Ettrich1, S.-J. Marrink2
1Faculty of Sciences, University of South Bohemia and Institute of Nanobiology and Structural Biology of GCRC, Academy of Sciences of the Czech Republic, Zamek 136, Nove Hrady, Czech Republic (sovova@nh.cas.cz)
2Faculty of Mathematics and Natural Sciences, University of Groningen, Nijenborgh 7, 9747 AG Groningen, The Netherlands
Thylakoid membranes are the most abundant membranes in nature. They are found in all phototrophic organisms, where they make a matrix for proteins participating in photosynthetic reactions. Contrary to the well-characterized animal phosphoglycolipidal membranes, thylakoid membranes are composed from more than 90 % (depending on organism) of galactoglycolipids. In the cyanobacterium Synechocystis PCC6803 two electrically neutral components – monogalactosyl diacylglycerol (MGDG), that makes 37% of the membrane, and digalactosyl diacylglycerol (DGDG, 20 %) – and negatively charged sulfoquinovosyl diacylglycerol (SQDG, 29 %) are the major components of the membrane. Only 14 % of the membrane is made of a phospholipid phosphatidyl glycerol [1]. Other phosphoglycolipids can be found in traces only.
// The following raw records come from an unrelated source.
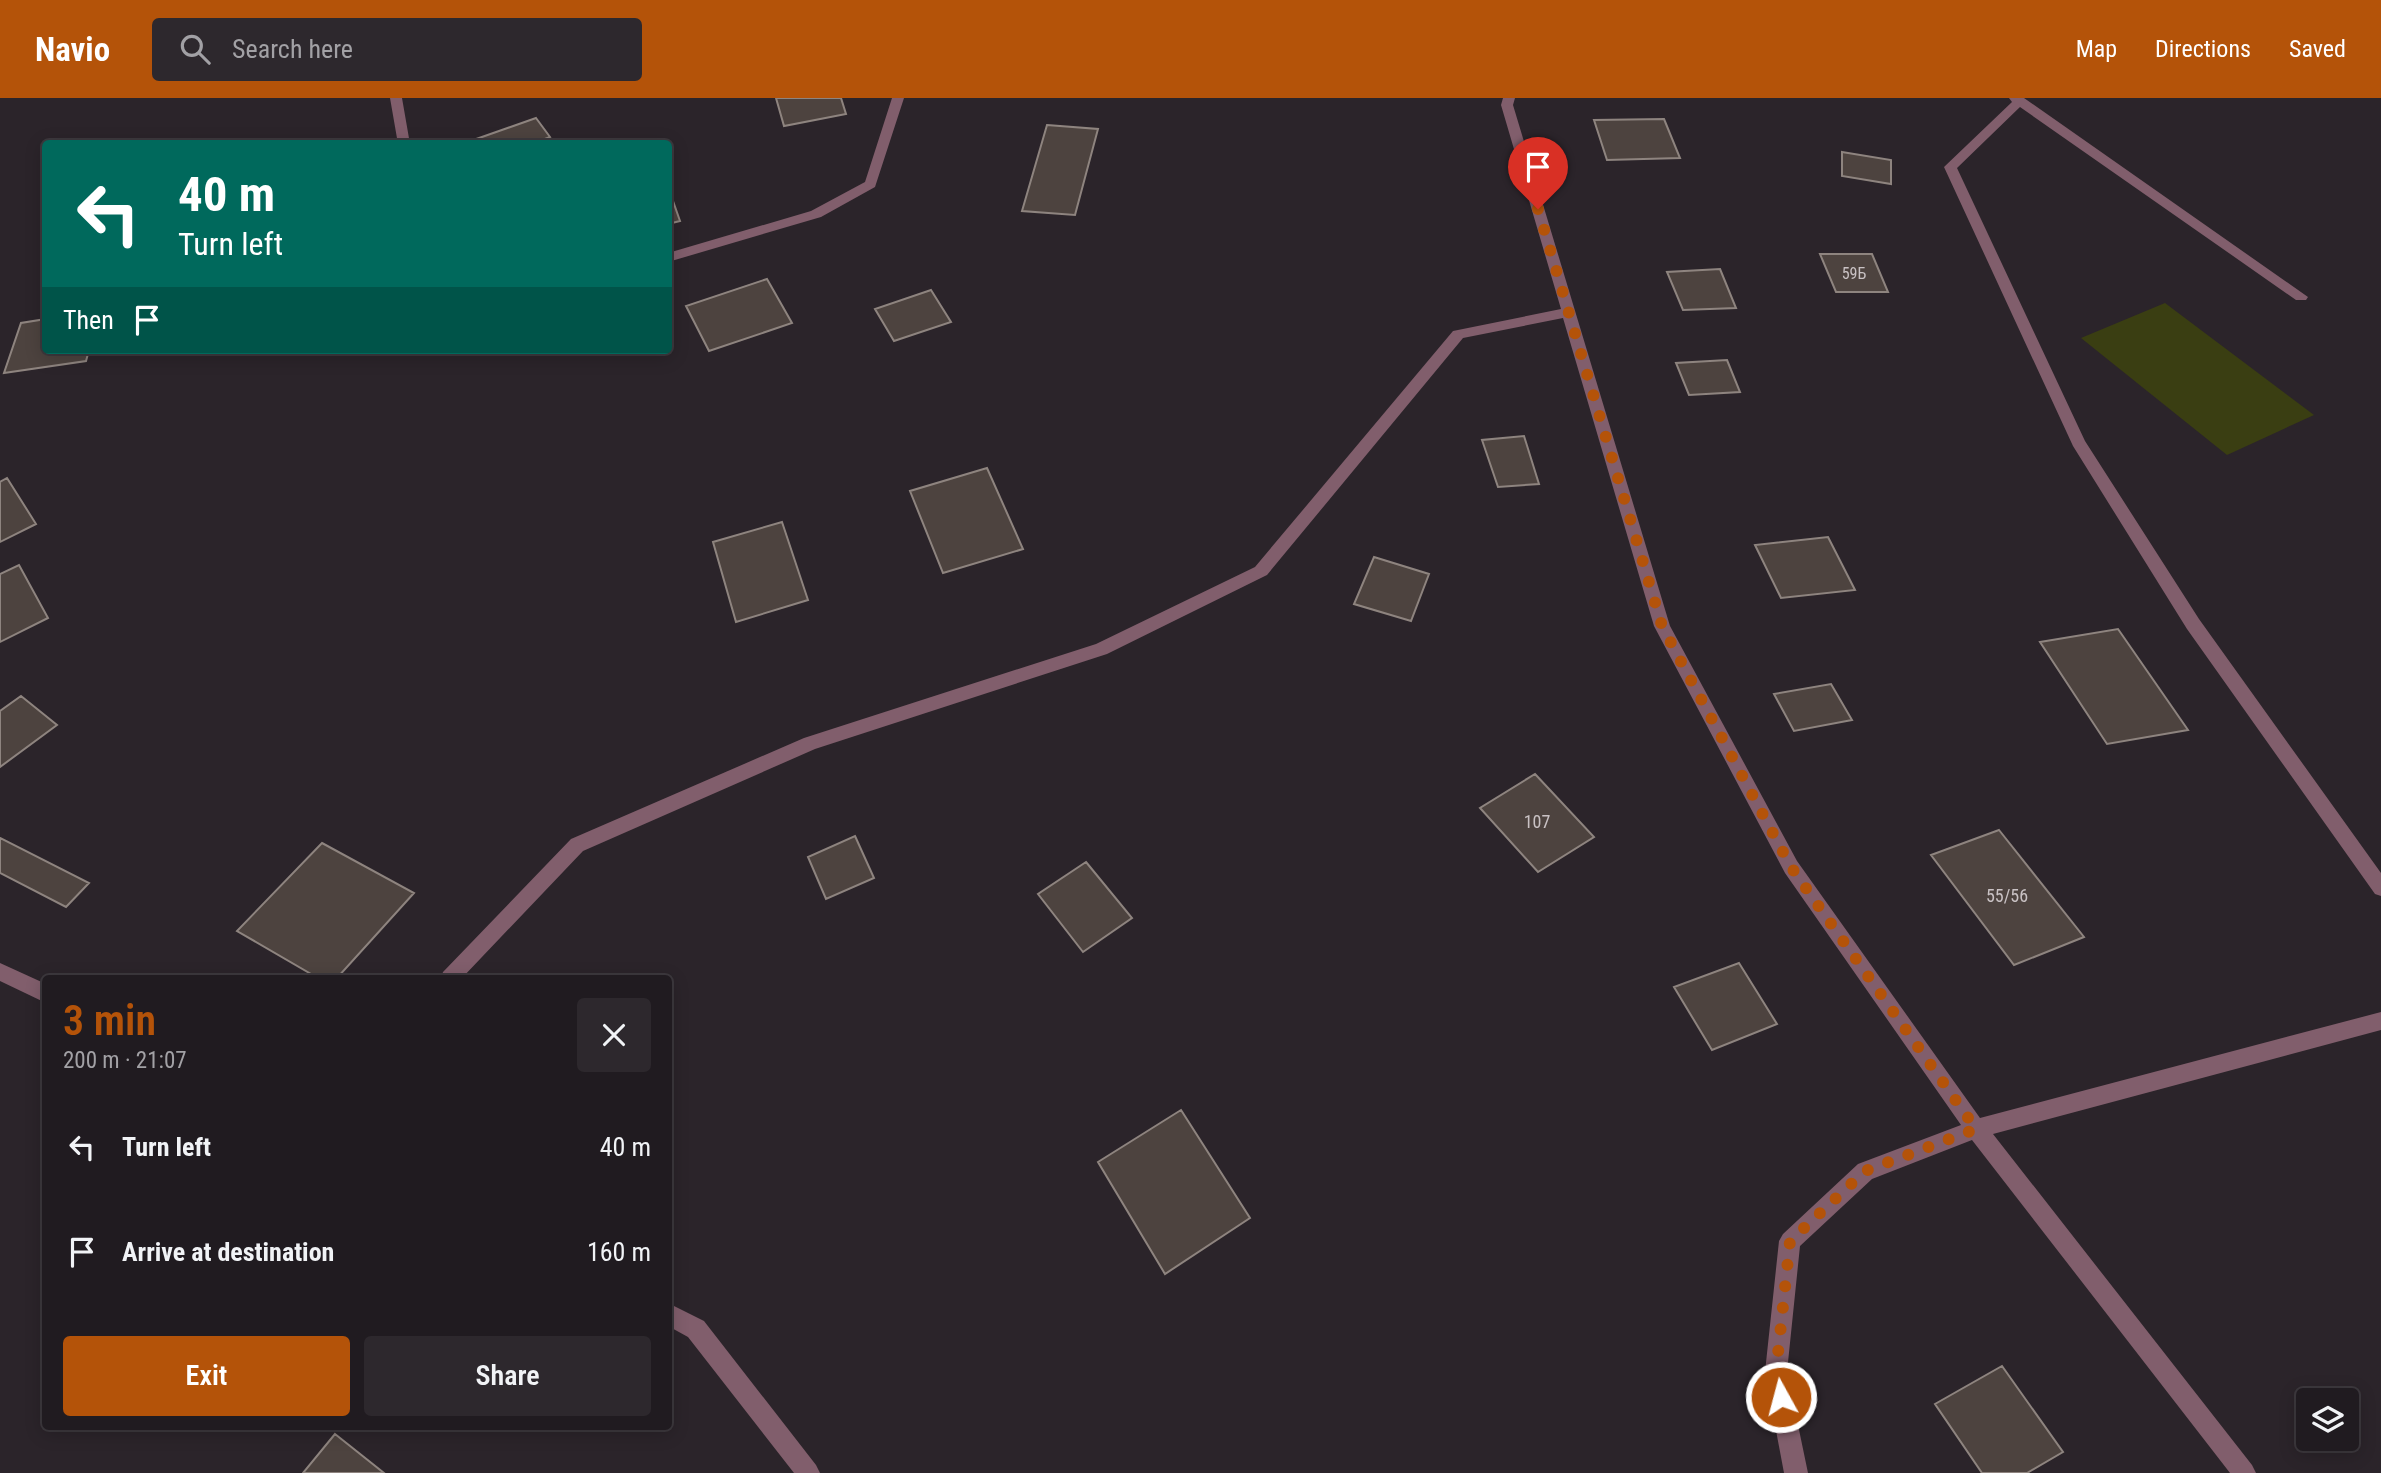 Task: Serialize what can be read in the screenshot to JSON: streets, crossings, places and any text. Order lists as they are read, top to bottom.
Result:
{
  "house_numbers": ["59Б", "107", "55/56"],
  "page": {
    "header": "Navio",
    "search": "Search here",
    "nav": ["Map", "Directions", "Saved"],
    "turn": ["40 m", "Turn left"],
    "then": "Then",
    "heading": ["3 min", "200 m · 21:07"],
    "list": [
      {
        "name": "Turn left",
        "value": "40 m"
      },
      {
        "name": "Arrive at destination",
        "value": "160 m"
      }
    ],
    "buttons": ["Exit", "Share"]
  }
}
As there is only a little experimental data available on the above mentioned galactolipids and their mixtures, molecular dynamic simulations are the theoretical tool that enable us to examine the systems on the atomic detail level. The coarse-grained MARTINI [2] model of the thylakoid lipids was constructed by the method described by Hinner et al [3]. This model is based on atomistic simulations using the Gromos 45A4 force field [4] with some yet-unpublished adjustments for the tail part of the lipid molecules. The gained MARTINI parameters provide the most important characteristics of the membranes (such as membrane thickness, area per lipid) in very good agreement with atomistic simulations what enables us claim that the coarse-grained simulations reflect the real behavior of the system.
A model of a thylakoid membrane from cyanobacterium Synechocystis PCC6803 will be presented on atomistic and coarse-grained level and the properties of the membrane will be characterized.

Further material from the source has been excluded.